** WORK ORDER **
For the entries that follow, tally the lines holding the string "they". Give the total and nothing else.

** Stored items **
▶

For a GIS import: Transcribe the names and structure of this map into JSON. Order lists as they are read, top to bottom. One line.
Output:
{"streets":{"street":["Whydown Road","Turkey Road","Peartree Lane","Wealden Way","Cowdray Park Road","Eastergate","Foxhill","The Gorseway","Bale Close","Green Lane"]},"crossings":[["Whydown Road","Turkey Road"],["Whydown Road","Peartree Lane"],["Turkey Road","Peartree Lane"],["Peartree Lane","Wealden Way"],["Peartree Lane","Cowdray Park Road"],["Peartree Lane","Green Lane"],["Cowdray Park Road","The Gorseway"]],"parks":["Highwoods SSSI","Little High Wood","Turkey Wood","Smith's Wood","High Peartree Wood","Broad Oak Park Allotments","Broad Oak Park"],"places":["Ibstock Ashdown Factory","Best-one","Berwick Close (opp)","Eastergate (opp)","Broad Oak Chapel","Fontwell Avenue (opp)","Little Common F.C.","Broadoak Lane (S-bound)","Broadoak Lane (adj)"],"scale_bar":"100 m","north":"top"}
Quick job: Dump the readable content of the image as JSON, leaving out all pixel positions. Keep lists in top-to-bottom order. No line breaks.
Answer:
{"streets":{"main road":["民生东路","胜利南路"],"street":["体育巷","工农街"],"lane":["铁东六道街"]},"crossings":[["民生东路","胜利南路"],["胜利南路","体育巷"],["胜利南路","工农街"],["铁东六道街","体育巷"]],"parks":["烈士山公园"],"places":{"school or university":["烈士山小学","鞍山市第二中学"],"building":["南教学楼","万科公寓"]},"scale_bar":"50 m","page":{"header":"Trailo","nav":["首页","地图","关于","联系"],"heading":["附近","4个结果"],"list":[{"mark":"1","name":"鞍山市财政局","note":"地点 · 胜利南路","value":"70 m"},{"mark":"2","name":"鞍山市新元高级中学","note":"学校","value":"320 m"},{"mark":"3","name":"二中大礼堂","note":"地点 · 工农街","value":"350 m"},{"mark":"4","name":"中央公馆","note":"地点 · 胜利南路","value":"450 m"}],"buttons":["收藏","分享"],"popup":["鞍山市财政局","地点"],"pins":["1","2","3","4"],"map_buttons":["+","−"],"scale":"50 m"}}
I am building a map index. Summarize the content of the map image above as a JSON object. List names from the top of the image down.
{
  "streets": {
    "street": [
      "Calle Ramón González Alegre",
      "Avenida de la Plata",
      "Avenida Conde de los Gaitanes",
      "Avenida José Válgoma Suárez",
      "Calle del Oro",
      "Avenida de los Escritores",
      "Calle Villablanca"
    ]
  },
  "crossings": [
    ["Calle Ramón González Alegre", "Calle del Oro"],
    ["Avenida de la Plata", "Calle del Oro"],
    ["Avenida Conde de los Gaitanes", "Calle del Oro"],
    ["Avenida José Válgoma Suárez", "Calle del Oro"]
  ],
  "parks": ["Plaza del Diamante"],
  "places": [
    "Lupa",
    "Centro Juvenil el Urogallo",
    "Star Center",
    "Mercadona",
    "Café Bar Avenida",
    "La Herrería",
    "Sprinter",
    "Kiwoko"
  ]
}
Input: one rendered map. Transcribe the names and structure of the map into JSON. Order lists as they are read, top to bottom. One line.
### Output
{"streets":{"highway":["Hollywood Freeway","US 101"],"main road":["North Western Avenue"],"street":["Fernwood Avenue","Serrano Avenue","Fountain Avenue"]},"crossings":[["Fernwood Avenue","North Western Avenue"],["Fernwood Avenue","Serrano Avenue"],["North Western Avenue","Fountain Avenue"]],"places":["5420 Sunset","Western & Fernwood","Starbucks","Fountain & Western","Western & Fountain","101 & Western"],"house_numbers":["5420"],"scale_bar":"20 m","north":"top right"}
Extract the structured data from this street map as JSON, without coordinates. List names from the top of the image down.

◀

** RESULT **
2